Random Noise 5
This amazing recording of Split Enz (or were they still Ends then?), live in Palmerston North (!) in July 1975, has just surfaced and is the earliest known live recording of the band. Stranger Than Fiction is – of course – from their first, and, by a margin best, album Mental Notes:
As is Spellbound. I love Spellbound:
I guess it may be rose-tinted elitism of a sort, but I saw the band countless times around (including the final show of this tour at Auckland University Cafe) and before this time and it really was then they peaked as a live act. When I toured with Enz in ’81 we also went to PN but it was a far more happily singalong affair by then.
I guess this Tom Moulton remix of The Temptations’ Papa Was A Rolling Stone remains unreleased because of contractual issues at Motown – or maybe Berry simply didn’t get it – it wouldn’t have been the first time. Either way, even with the odd ad-interlude it’s pretty neat:
Dicky Trisco does the obvious, and extends out one of the very first records ever to use the Roland ‘acid’ 303, Orange Juice’s post-punk disco anthem Rip It Up:
It wasn’t, however, the first to use the 303 on vinyl – this is a contender for that title:
Part two of the BBC’s Punk Britannia begins here:
One has to question what may just be lazy re-writing of history here (and in the previous episode too), although as Garth Cartwright correctly said to me:
Punk was fun but it has become so over venerated – smart media people ran it and thus its media legacy.
There’s no mention of the pivotal Ramones gig at The Roundhouse on July 3, 1976 which kickstarted the whole UK scene, or of Johnny Thunders & The Heartbreakers who may have been American but they were huge part of the early UK punk landscape, and neither does Richard Hell get the credit for the whole punk chic look – instead we’re told that Ian Dury was wearing razor blades before punk, which ignores the strong coverage in the UK music press given to the NY scenes between 1974 and 1976 – and that kids dressed that way because they had no money. No, Malcolm brought it back from America and sold it as part of the package – although it’s now fashionable to downplay his role because – yes – he was a snake-oil salesman, but without him…
To clarify:
I mean, what would Joe Strummer know – he was hardly pivotal……
Sadly the BBC version is likely to become accepted lore hereafter. I’d rather not think about that and spend an hour or so with this killer video compendium of bands from the UK punk era as they appeared on the BBC’s various TV shows. Many of these are of course on YouTube but it’s a handy thing to have these all in the same place and in such quality. Usual BBC iPlayer workarounds apply to drag this into the 21st Century.

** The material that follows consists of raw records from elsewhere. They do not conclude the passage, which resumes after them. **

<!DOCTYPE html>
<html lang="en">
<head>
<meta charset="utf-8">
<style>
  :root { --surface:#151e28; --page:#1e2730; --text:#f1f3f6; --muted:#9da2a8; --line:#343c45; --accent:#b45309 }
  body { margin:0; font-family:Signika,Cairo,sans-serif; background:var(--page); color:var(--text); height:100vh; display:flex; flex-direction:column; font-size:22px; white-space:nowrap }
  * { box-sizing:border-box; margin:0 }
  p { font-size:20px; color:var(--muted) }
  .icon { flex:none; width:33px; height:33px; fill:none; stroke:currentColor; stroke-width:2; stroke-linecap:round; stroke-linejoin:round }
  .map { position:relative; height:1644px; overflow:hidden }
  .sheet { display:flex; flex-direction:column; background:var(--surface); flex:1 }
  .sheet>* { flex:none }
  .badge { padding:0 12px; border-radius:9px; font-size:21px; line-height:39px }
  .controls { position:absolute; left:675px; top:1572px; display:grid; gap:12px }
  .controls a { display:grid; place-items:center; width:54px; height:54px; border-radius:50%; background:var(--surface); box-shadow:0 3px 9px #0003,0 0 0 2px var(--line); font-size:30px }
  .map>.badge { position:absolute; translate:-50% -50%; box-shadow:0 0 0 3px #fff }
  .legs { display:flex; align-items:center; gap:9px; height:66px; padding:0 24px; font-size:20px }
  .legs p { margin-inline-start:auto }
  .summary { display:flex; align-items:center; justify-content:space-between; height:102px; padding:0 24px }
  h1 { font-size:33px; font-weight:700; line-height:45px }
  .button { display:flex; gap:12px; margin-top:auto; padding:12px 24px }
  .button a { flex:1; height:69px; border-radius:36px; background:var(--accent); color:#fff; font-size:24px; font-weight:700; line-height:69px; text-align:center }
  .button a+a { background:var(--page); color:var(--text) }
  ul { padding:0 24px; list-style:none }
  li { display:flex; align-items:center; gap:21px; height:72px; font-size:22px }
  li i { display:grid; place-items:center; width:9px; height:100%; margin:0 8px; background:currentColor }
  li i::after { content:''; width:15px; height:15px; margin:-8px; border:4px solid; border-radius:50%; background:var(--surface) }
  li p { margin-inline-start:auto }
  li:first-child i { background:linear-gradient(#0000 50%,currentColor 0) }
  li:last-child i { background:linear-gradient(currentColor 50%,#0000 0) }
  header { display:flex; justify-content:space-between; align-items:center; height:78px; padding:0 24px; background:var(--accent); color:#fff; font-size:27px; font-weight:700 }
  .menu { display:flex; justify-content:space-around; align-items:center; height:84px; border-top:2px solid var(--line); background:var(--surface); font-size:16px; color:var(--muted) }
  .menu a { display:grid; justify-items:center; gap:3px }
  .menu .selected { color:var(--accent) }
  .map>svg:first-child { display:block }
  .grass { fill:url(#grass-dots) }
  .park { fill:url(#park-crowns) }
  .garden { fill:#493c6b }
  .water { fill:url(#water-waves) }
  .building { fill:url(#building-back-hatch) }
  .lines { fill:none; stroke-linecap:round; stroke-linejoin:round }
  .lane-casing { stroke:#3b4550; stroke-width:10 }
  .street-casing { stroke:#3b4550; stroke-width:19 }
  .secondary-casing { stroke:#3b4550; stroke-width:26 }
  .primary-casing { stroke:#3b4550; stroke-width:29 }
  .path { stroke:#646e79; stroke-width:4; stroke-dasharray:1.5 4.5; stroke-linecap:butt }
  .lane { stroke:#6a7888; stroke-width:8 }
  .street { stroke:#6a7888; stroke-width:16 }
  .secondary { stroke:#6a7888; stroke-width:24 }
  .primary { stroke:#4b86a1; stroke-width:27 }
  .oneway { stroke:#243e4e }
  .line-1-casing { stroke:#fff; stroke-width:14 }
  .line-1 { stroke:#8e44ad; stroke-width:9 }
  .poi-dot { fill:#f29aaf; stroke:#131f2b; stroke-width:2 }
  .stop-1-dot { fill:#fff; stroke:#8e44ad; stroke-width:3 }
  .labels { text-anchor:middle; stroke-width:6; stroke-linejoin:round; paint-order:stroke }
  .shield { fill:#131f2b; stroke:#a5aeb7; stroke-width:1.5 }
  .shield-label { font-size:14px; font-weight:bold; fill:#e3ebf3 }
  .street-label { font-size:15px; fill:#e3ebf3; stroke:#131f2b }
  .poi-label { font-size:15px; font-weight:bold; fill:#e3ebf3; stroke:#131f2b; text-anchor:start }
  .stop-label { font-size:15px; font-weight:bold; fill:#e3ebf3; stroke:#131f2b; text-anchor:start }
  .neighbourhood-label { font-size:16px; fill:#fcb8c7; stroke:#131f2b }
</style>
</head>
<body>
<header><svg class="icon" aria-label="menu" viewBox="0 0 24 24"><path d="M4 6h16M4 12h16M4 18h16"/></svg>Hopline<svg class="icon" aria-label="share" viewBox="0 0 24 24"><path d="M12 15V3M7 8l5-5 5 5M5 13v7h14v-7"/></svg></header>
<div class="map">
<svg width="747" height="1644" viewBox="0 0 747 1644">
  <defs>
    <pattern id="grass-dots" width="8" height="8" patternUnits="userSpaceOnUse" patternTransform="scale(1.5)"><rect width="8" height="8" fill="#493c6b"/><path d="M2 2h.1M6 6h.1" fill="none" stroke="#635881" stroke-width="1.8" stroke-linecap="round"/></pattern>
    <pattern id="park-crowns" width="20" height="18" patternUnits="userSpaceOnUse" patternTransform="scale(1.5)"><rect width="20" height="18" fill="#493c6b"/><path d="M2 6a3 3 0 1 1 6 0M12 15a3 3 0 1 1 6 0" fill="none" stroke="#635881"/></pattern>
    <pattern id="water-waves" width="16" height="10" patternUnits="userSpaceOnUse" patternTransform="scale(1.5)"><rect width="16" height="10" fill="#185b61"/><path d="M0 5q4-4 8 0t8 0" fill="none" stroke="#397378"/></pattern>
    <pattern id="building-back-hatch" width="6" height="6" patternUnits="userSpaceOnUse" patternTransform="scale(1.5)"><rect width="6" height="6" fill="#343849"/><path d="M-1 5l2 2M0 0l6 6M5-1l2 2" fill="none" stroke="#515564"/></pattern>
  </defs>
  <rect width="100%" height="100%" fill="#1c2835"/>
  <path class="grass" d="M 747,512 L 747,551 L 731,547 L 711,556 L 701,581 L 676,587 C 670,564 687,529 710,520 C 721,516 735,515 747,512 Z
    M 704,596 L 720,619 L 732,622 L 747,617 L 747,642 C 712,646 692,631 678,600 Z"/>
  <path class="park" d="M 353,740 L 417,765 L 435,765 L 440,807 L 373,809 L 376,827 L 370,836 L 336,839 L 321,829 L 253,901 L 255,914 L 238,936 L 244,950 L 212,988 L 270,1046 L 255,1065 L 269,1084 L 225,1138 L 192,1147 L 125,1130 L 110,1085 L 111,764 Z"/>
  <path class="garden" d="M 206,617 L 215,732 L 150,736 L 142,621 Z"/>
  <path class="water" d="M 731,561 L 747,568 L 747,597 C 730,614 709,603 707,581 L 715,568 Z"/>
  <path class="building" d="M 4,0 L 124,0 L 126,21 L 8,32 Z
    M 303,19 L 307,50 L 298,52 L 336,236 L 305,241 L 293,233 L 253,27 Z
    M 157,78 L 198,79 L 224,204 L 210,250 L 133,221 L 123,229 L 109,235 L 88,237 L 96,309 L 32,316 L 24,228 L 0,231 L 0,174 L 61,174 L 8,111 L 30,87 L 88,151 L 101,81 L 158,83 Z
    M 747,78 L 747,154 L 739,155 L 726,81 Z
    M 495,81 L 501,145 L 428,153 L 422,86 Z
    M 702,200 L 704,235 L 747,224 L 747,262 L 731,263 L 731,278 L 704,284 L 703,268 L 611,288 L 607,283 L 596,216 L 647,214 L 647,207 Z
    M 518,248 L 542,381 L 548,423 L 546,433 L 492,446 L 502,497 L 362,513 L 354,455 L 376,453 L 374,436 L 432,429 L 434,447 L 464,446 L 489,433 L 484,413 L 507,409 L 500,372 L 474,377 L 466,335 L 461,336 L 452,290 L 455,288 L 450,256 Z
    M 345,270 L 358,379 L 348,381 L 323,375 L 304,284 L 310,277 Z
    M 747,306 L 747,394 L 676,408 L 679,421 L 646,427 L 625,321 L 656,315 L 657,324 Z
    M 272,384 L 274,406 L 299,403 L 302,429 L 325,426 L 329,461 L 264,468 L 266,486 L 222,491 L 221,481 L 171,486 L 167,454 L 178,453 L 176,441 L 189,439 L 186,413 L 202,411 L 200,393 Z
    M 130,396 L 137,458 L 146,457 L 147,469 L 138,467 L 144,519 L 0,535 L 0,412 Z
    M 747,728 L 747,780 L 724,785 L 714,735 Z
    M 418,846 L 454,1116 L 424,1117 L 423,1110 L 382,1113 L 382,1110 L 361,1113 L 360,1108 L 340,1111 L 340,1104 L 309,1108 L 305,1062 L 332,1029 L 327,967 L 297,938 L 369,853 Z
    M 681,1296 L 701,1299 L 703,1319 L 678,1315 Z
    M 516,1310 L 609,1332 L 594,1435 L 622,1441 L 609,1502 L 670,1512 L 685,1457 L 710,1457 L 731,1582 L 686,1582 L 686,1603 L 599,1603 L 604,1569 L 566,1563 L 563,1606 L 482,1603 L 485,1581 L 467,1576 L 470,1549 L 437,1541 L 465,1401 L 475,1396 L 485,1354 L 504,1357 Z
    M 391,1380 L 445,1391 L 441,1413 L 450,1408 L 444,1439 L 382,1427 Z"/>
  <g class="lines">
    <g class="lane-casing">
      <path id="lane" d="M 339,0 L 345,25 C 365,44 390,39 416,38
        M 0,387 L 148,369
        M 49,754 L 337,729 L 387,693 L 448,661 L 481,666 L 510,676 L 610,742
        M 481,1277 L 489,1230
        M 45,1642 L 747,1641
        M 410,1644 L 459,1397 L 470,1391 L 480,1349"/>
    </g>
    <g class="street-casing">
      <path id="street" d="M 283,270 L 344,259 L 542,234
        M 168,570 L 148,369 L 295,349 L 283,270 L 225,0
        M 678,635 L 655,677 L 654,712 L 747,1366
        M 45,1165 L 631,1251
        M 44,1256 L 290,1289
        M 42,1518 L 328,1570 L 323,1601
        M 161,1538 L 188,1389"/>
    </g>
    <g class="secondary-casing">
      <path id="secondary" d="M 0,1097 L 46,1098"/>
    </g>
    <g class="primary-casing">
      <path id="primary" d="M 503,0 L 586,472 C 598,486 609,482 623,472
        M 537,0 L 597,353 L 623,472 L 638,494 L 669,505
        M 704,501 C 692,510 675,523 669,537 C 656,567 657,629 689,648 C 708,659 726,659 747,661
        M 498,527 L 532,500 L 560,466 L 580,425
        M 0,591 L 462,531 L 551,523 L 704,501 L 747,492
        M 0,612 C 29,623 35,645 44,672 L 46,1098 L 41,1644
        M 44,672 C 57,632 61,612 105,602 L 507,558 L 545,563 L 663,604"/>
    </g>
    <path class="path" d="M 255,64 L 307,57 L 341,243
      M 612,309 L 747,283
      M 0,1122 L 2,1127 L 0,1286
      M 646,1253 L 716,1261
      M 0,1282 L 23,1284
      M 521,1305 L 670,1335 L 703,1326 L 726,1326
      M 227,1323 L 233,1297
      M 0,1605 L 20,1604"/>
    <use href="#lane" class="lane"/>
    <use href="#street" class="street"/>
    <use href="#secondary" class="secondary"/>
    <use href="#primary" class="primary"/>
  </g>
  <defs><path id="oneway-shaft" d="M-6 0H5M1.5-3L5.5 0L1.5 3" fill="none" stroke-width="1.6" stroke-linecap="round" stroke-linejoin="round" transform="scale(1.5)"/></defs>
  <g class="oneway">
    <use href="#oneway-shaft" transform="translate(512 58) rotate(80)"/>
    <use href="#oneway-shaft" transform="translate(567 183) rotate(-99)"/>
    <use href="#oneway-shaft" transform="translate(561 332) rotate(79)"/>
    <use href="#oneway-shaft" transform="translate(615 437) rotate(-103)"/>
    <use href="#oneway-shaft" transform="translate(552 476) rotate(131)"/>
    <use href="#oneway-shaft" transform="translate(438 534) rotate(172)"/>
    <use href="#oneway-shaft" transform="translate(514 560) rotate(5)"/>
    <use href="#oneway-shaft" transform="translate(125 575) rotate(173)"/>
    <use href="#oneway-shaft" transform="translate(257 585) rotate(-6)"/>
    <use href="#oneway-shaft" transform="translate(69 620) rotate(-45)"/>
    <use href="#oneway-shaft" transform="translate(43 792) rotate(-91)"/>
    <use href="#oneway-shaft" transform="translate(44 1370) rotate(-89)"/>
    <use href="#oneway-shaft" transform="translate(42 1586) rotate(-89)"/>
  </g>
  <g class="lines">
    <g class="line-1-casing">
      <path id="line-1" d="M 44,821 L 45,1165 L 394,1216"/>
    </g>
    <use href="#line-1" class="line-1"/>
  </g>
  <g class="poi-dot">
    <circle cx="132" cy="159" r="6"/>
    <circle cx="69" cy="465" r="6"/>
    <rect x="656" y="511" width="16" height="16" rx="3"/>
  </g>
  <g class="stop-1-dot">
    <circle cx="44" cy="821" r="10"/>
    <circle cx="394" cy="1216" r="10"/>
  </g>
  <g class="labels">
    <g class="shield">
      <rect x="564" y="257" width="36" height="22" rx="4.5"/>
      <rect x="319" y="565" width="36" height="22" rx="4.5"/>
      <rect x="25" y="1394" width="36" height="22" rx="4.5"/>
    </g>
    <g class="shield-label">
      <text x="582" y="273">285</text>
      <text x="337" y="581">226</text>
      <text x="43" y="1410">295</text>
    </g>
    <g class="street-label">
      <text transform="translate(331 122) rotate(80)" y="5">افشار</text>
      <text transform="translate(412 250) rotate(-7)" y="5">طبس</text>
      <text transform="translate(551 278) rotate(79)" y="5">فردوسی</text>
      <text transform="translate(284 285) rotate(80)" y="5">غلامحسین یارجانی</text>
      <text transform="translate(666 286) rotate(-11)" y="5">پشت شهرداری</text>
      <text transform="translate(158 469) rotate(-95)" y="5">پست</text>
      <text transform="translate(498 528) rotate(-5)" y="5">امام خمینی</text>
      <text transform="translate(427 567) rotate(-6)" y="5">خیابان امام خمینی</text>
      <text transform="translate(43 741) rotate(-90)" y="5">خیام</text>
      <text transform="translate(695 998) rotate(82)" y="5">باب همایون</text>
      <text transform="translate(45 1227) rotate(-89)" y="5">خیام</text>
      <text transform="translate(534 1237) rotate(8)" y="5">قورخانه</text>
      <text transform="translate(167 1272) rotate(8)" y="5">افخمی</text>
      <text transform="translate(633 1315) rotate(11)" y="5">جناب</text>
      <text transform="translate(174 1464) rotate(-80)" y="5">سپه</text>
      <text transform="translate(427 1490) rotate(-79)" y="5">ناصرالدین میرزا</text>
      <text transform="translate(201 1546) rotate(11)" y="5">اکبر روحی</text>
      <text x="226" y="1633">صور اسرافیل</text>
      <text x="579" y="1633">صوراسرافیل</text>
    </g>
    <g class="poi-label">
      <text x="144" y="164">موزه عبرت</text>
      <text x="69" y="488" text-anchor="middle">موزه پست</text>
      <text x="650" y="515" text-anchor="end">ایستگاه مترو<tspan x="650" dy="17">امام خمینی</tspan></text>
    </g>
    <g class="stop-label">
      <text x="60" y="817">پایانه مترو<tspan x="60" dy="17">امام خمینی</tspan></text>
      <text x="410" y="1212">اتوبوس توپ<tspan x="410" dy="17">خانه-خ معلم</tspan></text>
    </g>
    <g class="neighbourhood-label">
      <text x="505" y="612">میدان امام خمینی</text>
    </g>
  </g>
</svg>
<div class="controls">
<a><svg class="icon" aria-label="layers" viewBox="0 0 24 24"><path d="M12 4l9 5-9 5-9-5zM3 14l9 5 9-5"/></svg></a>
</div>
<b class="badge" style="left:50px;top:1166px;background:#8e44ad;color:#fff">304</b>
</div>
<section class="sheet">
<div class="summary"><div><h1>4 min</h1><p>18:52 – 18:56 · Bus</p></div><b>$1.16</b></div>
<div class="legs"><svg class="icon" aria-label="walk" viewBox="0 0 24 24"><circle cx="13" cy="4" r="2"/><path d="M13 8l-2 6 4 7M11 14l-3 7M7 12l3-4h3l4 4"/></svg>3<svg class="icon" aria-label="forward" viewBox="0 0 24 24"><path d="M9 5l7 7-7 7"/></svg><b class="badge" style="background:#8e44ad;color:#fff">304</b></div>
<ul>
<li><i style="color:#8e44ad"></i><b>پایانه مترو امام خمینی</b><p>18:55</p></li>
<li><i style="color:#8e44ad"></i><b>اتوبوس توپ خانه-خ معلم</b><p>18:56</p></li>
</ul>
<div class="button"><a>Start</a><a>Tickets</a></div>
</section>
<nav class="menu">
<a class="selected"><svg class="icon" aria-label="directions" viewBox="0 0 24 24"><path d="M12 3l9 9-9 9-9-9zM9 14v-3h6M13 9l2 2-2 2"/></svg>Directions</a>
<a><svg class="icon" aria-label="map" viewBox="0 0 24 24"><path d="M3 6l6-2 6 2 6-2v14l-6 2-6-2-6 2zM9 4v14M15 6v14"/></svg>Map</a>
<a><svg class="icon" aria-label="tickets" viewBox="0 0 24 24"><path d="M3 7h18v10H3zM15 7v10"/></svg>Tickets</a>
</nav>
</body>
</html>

I’m just not sure we needed the awful Boomtown Rats one more time – or Sham 69 (who were even worse) for that matter. Then, for every Jimmy Pursey you get an extraordinary Death Disco (with Wobble sitting there plucking and grinning) or Magazine clip. And She’s Lost Control. And The Ruts!
A keeper.
Since we’re all punk at the ‘mo – Rough Trade Records:
The disappearance of David Bowie and an impending return of sorts:
“He has consciously dropped out of sight,” says Paul Trynka, author of David Bowie: Starman, considered the definitive biography of the singer. “For someone so consistently vain and self-obsessed, the heart attack—the realization of his mortality—came as a massive psychological blow. But he’s someone who has always had a real understanding of how to manipulate the media and saw the dramatic potential of a disappearance in a very Hollywood way. It became a kind of Houdini disappearing act. The fact that it’s gone unstated makes it even more mysterious.”
Finally, the very first 1976 Saints video for I’m Stranded, not the later colour one usually shown:
Tagged with: David Bowie • disco • Heaven 17 • Orange Juice • punk • Ramones • Rock • Rough Trade • soul • Split Enz • The Saints • The Temptations


so good
Now if someone could be so kind as to unearth a live recording of ‘Nightmare Stampede’…
@Simon I saw Enz in PN at the theatre before i left for college in wellington in ’76. Thanks for this i completely forgot.
So you were at this gig? I saw the Auckland version of it.
Amazing show – but they were always phenomenal live then. The Christmas Pandemonium concert at His Majesty’s in December 74 changed my life. http://www.filmarchive.org.nz/the-catalogue/media/-74-dec-1st-buck-a-head-pandemonium-f48926?option=com_events&task=view_detail&agid=2012
The 1974 concert is here (just uploaded it – sooner or later some robot will claim it and it will disappear (actually the band own all the music here not ContentCorp but it will make little difference). Sorry for the brief personal incursion in the middle but I wasn’t the editor.